Work to be completed:
Could you restate every entry word for word, minus the pictures?

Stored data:
###

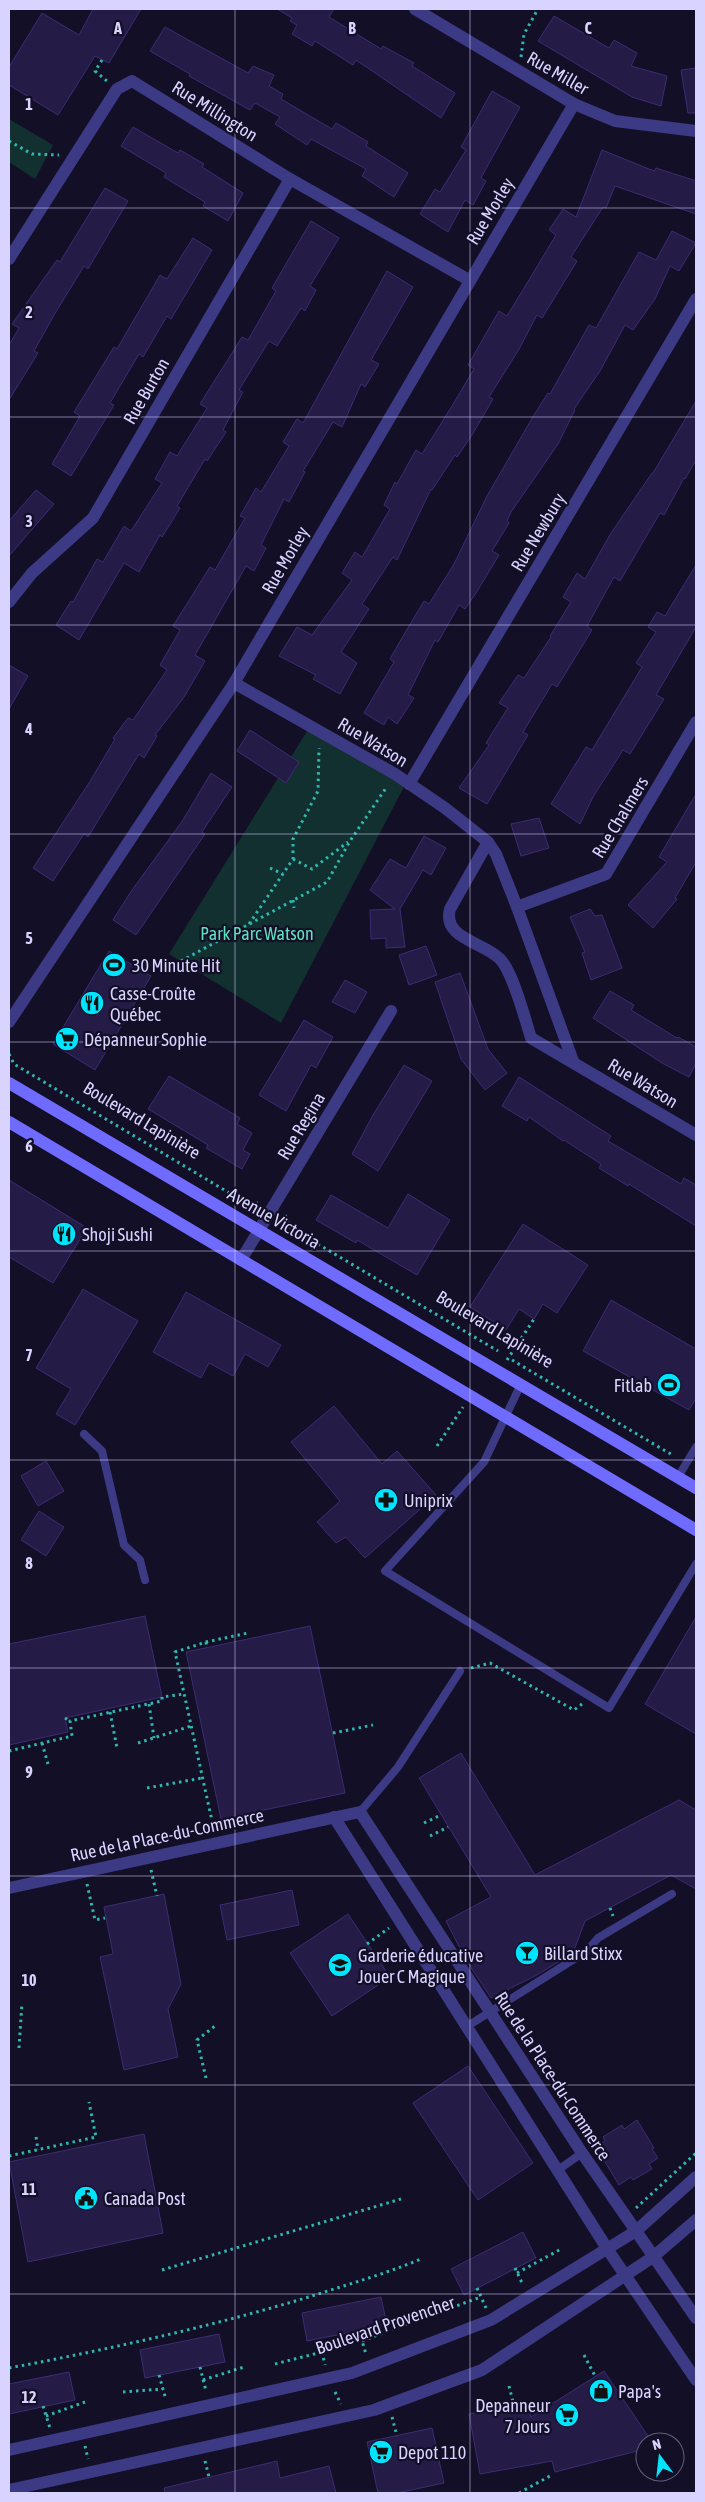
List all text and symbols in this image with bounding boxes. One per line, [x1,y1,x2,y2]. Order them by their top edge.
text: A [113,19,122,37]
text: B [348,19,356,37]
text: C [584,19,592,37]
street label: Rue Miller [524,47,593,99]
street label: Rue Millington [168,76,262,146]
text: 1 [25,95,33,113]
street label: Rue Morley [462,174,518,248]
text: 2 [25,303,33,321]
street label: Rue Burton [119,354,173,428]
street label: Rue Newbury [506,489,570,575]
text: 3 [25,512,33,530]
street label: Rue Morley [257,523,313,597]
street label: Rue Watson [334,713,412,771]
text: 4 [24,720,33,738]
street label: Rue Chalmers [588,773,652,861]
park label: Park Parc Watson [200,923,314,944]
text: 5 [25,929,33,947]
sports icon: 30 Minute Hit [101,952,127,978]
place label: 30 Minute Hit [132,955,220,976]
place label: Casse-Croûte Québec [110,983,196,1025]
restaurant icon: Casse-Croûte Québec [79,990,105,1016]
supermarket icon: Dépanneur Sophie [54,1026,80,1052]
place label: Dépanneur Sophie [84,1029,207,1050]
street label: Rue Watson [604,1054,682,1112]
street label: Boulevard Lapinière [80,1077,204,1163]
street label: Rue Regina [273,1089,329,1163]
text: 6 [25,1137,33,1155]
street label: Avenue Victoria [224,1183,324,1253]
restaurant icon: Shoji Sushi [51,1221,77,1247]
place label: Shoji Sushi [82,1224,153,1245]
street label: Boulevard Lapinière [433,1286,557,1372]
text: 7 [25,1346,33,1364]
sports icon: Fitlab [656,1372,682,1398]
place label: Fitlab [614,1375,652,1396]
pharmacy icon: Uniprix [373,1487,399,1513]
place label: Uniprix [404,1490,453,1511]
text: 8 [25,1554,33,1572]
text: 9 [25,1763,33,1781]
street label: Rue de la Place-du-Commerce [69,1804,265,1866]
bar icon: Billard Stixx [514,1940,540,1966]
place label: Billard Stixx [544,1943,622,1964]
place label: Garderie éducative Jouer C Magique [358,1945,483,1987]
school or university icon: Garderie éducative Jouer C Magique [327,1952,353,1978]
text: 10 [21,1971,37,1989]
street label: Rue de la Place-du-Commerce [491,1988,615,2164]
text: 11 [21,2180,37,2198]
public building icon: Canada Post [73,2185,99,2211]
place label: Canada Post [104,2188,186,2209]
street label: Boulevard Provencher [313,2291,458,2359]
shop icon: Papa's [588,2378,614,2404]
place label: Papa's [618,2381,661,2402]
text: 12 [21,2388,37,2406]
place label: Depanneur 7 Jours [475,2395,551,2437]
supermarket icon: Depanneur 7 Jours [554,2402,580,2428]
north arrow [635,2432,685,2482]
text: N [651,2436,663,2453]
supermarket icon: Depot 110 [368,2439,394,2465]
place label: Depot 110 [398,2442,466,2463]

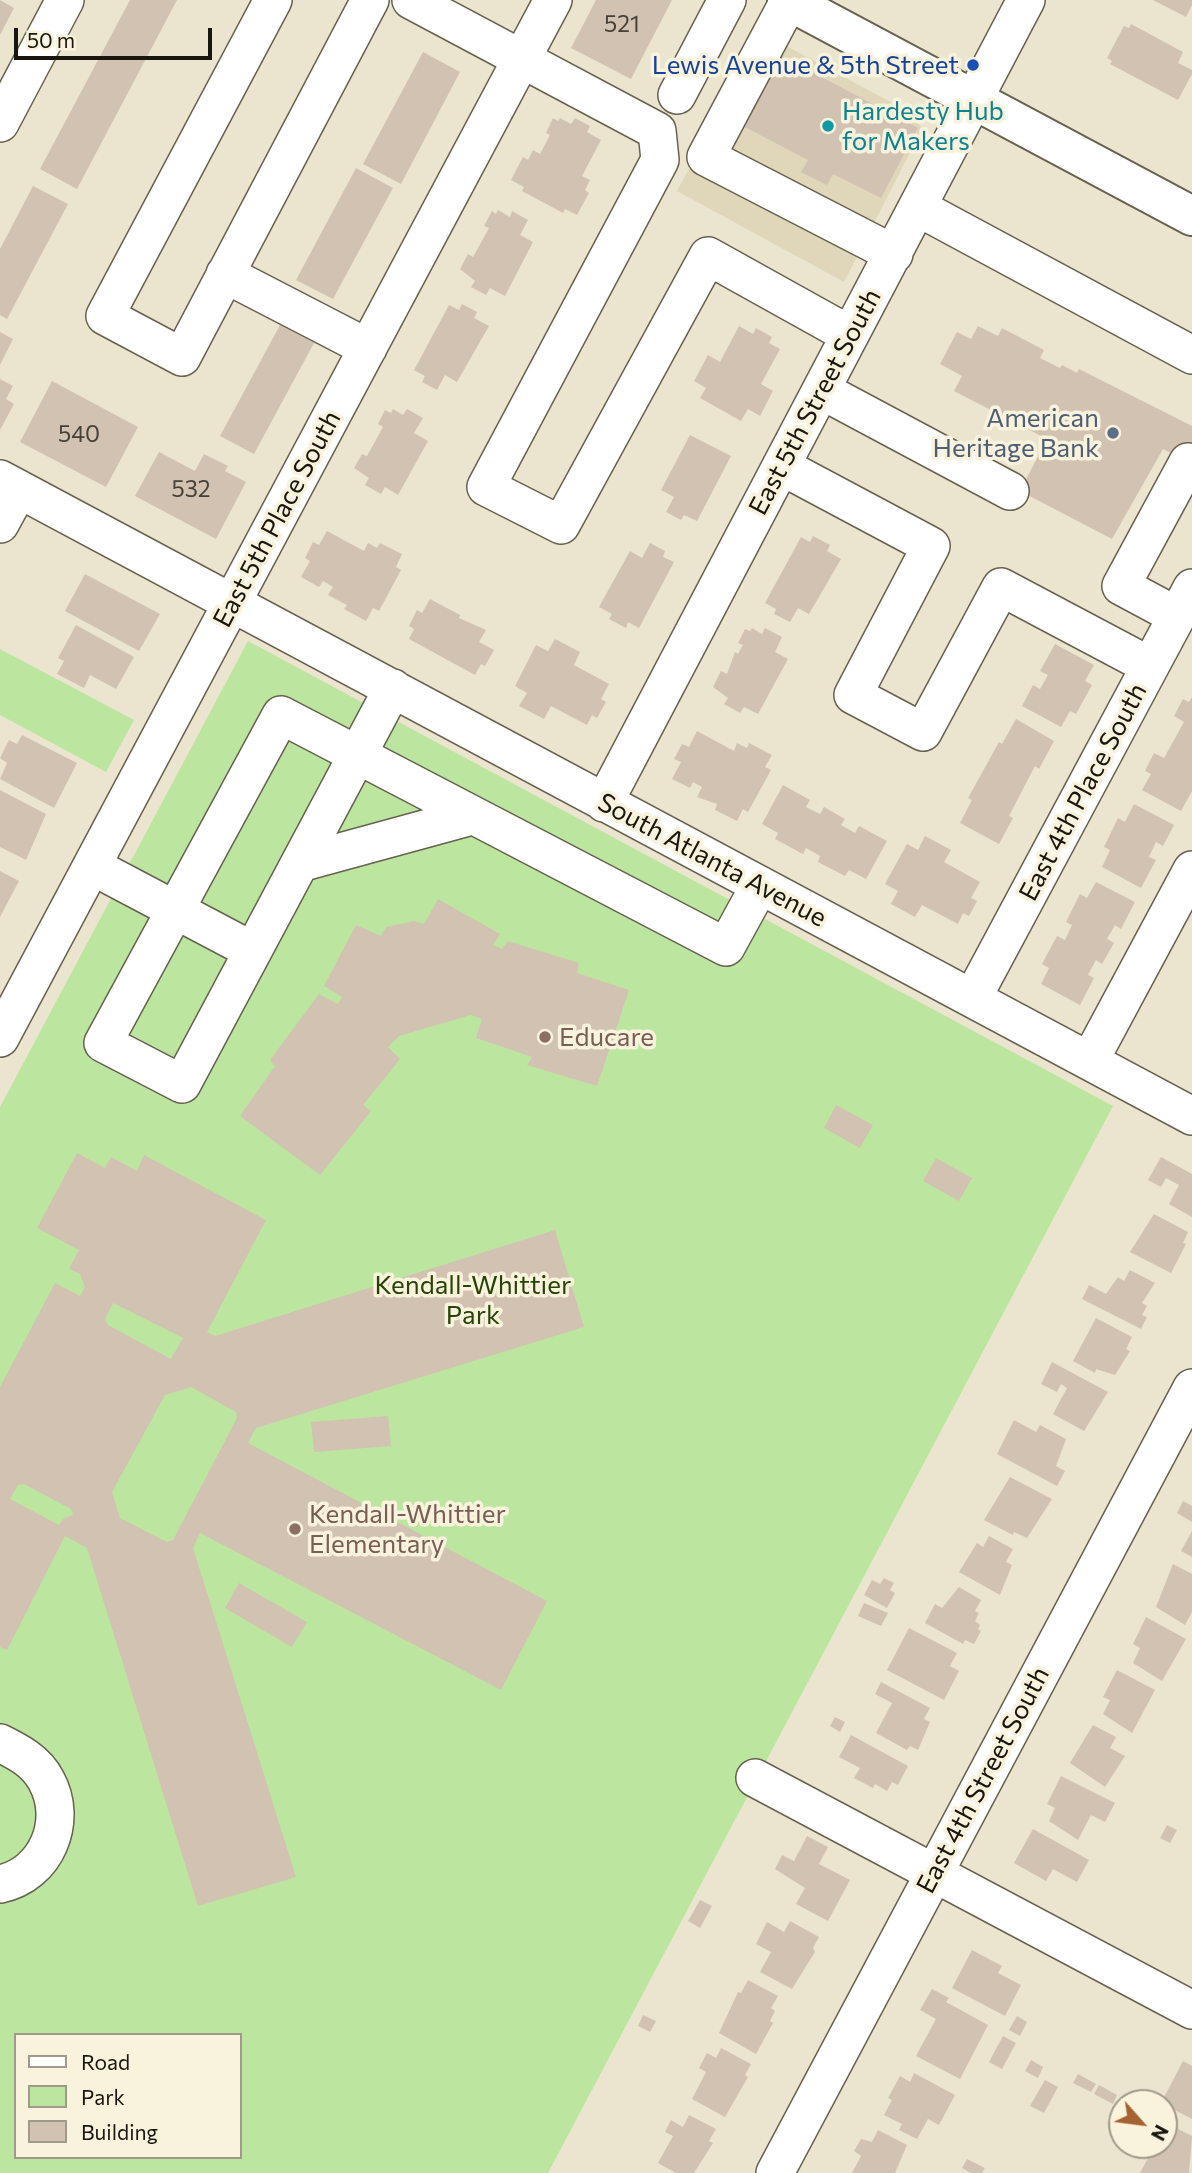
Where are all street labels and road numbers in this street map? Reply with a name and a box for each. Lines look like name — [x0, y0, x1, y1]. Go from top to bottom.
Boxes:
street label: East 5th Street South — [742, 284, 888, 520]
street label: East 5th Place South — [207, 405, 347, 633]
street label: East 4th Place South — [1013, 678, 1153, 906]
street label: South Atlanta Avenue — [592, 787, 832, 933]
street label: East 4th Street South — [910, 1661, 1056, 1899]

###

Your solution:
List all text and symbols in this image with bounding boxes. One per line, [x1,y1,x2,y2]. Order them by their top edge.
text: A [113,19,122,37]
text: B [348,19,356,37]
text: C [584,19,592,37]
street label: Rue Miller [524,47,593,99]
street label: Rue Millington [168,76,262,146]
text: 1 [25,95,33,113]
street label: Rue Morley [462,174,518,248]
text: 2 [25,303,33,321]
street label: Rue Burton [119,354,173,428]
street label: Rue Newbury [506,489,570,575]
text: 3 [25,512,33,530]
street label: Rue Morley [257,523,313,597]
street label: Rue Watson [334,713,412,771]
text: 4 [24,720,33,738]
street label: Rue Chalmers [588,773,652,861]
park label: Park Parc Watson [200,923,314,944]
text: 5 [25,929,33,947]
sports icon: 30 Minute Hit [101,952,127,978]
place label: 30 Minute Hit [132,955,220,976]
place label: Casse-Croûte Québec [110,983,196,1025]
restaurant icon: Casse-Croûte Québec [79,990,105,1016]
supermarket icon: Dépanneur Sophie [54,1026,80,1052]
place label: Dépanneur Sophie [84,1029,207,1050]
street label: Rue Watson [604,1054,682,1112]
street label: Boulevard Lapinière [80,1077,204,1163]
street label: Rue Regina [273,1089,329,1163]
text: 6 [25,1137,33,1155]
street label: Avenue Victoria [224,1183,324,1253]
restaurant icon: Shoji Sushi [51,1221,77,1247]
place label: Shoji Sushi [82,1224,153,1245]
street label: Boulevard Lapinière [433,1286,557,1372]
text: 7 [25,1346,33,1364]
sports icon: Fitlab [656,1372,682,1398]
place label: Fitlab [614,1375,652,1396]
pharmacy icon: Uniprix [373,1487,399,1513]
place label: Uniprix [404,1490,453,1511]
text: 8 [25,1554,33,1572]
text: 9 [25,1763,33,1781]
street label: Rue de la Place-du-Commerce [69,1804,265,1866]
bar icon: Billard Stixx [514,1940,540,1966]
place label: Billard Stixx [544,1943,622,1964]
place label: Garderie éducative Jouer C Magique [358,1945,483,1987]
school or university icon: Garderie éducative Jouer C Magique [327,1952,353,1978]
text: 10 [21,1971,37,1989]
street label: Rue de la Place-du-Commerce [491,1988,615,2164]
text: 11 [21,2180,37,2198]
public building icon: Canada Post [73,2185,99,2211]
place label: Canada Post [104,2188,186,2209]
street label: Boulevard Provencher [313,2291,458,2359]
shop icon: Papa's [588,2378,614,2404]
place label: Papa's [618,2381,661,2402]
text: 12 [21,2388,37,2406]
place label: Depanneur 7 Jours [475,2395,551,2437]
supermarket icon: Depanneur 7 Jours [554,2402,580,2428]
north arrow [635,2432,685,2482]
text: N [651,2436,663,2453]
supermarket icon: Depot 110 [368,2439,394,2465]
place label: Depot 110 [398,2442,466,2463]

Where are all street labels and road numbers in this street map? Reply with a name and a box for each. Lines look like name — [x0, y0, x1, y1]. Go from top to bottom.
Boxes:
street label: East 5th Street South — [742, 284, 888, 520]
street label: East 5th Place South — [207, 405, 347, 633]
street label: East 4th Place South — [1013, 678, 1153, 906]
street label: South Atlanta Avenue — [592, 787, 832, 933]
street label: East 4th Street South — [910, 1661, 1056, 1899]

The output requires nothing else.